(Records drawn from a dataset)
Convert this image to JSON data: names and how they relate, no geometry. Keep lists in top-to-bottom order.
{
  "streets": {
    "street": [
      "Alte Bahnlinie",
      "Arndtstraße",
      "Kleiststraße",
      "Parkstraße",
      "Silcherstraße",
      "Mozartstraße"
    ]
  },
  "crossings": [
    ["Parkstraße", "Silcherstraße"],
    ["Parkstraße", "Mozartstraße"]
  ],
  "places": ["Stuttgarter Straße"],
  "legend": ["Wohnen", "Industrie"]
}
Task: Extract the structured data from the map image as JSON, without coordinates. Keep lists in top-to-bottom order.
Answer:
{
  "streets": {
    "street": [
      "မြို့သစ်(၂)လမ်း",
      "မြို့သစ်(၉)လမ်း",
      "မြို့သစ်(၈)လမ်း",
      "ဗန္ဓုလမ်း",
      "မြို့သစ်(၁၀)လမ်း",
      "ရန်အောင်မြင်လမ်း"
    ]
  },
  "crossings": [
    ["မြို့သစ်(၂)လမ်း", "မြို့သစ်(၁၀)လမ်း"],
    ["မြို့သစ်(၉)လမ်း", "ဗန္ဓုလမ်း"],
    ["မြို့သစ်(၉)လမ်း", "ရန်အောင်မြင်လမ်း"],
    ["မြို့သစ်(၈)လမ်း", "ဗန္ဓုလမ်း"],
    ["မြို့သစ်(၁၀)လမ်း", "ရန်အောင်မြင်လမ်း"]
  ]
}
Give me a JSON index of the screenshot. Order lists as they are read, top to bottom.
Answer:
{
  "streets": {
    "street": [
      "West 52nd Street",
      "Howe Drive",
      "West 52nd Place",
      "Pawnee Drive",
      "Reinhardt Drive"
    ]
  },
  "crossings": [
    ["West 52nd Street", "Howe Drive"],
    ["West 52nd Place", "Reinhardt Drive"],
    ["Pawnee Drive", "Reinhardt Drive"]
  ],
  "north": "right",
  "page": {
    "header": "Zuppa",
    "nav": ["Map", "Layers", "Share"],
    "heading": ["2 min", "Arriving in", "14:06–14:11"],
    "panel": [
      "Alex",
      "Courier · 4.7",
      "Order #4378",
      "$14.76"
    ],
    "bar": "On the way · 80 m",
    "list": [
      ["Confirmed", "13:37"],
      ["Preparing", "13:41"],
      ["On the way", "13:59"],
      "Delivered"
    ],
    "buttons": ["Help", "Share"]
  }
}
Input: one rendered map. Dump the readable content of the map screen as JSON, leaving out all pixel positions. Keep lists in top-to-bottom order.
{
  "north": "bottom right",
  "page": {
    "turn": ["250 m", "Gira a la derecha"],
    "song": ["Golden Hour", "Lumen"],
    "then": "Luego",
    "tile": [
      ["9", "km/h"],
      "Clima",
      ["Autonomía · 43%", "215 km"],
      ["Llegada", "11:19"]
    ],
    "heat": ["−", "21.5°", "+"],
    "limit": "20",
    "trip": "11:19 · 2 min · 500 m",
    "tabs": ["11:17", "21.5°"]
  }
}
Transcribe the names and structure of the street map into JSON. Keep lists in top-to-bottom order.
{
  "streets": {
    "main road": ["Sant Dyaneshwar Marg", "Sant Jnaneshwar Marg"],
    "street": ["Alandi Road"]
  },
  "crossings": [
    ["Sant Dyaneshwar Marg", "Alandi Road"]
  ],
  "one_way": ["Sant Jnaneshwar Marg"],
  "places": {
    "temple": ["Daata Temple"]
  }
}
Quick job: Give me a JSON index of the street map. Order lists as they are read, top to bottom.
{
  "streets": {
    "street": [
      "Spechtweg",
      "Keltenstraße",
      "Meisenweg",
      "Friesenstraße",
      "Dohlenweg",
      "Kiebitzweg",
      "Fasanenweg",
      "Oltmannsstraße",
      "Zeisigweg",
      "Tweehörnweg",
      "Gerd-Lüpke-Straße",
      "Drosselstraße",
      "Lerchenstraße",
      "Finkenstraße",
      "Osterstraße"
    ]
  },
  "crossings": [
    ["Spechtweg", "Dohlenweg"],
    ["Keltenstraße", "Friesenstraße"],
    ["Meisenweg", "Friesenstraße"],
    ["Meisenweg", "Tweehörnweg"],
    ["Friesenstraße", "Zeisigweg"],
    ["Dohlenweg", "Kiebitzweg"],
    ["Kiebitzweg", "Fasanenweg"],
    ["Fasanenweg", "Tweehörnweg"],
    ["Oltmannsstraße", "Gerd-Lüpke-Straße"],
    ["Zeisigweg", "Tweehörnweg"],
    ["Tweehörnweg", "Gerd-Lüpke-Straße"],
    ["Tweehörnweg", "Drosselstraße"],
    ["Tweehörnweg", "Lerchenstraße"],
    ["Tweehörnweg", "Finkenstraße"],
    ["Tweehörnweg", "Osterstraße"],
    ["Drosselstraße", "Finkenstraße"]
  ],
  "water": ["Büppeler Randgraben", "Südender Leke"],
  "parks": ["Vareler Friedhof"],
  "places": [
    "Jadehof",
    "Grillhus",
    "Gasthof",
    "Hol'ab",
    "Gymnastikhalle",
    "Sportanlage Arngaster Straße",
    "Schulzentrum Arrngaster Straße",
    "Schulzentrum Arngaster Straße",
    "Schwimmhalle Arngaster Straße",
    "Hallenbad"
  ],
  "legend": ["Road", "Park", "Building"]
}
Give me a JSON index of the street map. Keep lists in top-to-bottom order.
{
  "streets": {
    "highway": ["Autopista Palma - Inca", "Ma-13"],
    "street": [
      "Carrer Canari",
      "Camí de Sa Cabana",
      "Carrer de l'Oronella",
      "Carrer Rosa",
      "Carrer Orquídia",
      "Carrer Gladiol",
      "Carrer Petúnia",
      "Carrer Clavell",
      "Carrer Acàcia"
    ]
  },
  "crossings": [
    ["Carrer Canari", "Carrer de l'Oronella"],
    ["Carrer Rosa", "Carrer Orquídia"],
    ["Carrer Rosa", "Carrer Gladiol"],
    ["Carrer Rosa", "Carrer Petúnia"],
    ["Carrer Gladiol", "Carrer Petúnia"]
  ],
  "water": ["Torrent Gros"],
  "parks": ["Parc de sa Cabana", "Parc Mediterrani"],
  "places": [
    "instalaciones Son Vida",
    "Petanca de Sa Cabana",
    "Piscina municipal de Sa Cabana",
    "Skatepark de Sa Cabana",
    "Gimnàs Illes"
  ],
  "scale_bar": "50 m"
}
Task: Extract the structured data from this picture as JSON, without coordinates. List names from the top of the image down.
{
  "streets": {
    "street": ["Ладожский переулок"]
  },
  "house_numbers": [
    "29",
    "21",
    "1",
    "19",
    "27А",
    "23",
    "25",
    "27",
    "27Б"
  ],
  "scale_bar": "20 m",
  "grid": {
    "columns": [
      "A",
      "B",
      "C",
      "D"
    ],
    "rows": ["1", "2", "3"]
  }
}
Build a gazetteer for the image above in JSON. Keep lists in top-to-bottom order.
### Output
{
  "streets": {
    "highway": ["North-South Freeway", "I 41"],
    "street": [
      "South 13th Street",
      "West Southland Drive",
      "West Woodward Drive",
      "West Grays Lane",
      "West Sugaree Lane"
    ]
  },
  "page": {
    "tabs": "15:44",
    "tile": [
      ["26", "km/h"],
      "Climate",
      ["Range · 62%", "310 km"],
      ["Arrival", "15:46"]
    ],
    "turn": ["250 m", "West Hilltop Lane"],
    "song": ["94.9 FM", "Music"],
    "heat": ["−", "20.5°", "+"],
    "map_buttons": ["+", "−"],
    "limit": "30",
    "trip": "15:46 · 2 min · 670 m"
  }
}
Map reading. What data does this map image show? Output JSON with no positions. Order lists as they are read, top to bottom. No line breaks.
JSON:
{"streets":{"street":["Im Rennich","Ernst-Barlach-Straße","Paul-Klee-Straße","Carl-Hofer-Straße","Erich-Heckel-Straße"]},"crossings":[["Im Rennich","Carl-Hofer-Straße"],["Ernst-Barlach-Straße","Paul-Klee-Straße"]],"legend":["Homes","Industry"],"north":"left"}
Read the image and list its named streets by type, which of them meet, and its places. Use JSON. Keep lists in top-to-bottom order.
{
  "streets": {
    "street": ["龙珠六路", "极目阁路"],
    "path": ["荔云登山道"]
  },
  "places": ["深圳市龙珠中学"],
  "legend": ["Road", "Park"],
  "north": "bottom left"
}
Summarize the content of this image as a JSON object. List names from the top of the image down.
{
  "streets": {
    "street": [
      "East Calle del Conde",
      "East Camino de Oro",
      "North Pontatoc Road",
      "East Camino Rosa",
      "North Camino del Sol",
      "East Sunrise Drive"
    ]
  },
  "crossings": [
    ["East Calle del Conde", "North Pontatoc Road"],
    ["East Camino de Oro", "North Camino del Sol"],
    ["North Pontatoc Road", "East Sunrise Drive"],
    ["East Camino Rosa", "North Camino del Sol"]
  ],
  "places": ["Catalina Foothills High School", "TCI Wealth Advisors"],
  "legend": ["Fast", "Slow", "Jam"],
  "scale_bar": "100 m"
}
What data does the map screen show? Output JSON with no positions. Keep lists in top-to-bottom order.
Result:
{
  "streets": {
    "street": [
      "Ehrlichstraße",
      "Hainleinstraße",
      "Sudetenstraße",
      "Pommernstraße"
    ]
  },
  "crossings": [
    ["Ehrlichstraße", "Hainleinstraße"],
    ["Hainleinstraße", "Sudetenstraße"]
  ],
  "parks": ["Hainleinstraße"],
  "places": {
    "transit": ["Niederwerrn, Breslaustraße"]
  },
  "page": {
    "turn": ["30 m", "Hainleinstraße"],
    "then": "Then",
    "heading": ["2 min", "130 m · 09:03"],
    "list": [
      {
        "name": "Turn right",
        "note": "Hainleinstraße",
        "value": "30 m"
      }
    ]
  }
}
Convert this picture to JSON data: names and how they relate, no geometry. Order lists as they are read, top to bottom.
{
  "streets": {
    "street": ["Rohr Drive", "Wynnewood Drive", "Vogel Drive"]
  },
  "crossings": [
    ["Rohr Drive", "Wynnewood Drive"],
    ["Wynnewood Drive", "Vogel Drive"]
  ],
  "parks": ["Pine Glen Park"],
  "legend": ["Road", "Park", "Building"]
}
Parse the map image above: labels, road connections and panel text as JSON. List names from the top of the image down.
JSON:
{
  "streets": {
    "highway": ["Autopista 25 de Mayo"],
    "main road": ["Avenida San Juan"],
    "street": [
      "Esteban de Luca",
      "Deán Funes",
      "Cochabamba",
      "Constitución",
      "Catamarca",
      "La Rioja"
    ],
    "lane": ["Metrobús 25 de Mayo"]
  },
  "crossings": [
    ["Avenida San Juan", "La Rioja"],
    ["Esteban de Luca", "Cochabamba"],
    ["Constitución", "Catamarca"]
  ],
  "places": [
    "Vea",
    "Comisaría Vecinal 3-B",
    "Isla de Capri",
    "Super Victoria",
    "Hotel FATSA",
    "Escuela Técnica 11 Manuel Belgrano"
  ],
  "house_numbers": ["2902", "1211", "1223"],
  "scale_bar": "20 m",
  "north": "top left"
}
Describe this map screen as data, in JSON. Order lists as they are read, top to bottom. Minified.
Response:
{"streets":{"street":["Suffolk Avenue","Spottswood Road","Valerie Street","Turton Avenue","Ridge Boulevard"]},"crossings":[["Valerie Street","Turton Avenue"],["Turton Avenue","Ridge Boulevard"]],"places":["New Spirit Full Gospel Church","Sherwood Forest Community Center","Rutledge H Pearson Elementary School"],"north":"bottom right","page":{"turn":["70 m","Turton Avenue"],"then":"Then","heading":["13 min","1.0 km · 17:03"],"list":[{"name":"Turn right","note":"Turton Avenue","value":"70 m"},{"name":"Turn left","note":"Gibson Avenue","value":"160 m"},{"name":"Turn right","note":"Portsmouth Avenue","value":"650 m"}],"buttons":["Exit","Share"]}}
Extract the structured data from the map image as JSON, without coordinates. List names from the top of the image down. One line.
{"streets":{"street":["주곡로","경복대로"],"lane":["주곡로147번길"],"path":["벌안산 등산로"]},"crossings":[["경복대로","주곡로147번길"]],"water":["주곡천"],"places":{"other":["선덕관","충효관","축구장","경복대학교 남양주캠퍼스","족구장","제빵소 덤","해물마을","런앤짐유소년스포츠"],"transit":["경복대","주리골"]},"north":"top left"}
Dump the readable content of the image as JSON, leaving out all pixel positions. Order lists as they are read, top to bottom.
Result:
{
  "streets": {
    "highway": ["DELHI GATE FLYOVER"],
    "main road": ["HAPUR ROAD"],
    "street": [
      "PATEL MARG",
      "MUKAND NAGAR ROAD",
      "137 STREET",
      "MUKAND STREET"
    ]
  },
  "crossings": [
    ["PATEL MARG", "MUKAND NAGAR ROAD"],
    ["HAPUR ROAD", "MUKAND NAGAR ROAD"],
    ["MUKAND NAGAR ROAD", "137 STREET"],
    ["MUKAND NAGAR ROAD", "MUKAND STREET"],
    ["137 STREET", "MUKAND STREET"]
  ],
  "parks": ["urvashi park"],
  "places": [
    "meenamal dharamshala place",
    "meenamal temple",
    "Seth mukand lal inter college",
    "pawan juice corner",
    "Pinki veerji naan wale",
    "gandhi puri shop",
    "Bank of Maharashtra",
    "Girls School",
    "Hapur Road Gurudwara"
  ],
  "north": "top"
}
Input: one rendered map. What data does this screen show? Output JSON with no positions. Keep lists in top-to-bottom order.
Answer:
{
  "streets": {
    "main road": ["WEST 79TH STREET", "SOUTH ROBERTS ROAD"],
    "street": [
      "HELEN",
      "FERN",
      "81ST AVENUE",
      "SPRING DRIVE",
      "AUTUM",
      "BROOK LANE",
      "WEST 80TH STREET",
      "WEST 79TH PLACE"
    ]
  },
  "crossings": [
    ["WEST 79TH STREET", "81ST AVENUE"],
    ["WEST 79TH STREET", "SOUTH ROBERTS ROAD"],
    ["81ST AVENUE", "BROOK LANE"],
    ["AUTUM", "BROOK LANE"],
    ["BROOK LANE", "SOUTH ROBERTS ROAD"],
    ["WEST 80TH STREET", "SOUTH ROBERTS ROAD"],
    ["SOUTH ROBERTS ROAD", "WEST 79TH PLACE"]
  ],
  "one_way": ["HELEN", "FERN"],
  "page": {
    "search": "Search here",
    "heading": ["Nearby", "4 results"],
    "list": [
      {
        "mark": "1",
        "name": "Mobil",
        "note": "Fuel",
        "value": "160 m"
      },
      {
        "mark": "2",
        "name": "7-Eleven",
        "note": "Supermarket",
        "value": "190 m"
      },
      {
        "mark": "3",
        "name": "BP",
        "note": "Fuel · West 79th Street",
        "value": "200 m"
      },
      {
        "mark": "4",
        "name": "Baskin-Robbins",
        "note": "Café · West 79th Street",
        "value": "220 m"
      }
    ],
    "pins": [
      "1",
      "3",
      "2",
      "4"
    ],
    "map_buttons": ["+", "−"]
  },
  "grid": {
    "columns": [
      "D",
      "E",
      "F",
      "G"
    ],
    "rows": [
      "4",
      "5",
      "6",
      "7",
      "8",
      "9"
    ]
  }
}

→ **Exercise**: Tell how many lines above include "show", and add no other text.

→ **Output for this exercise**: 3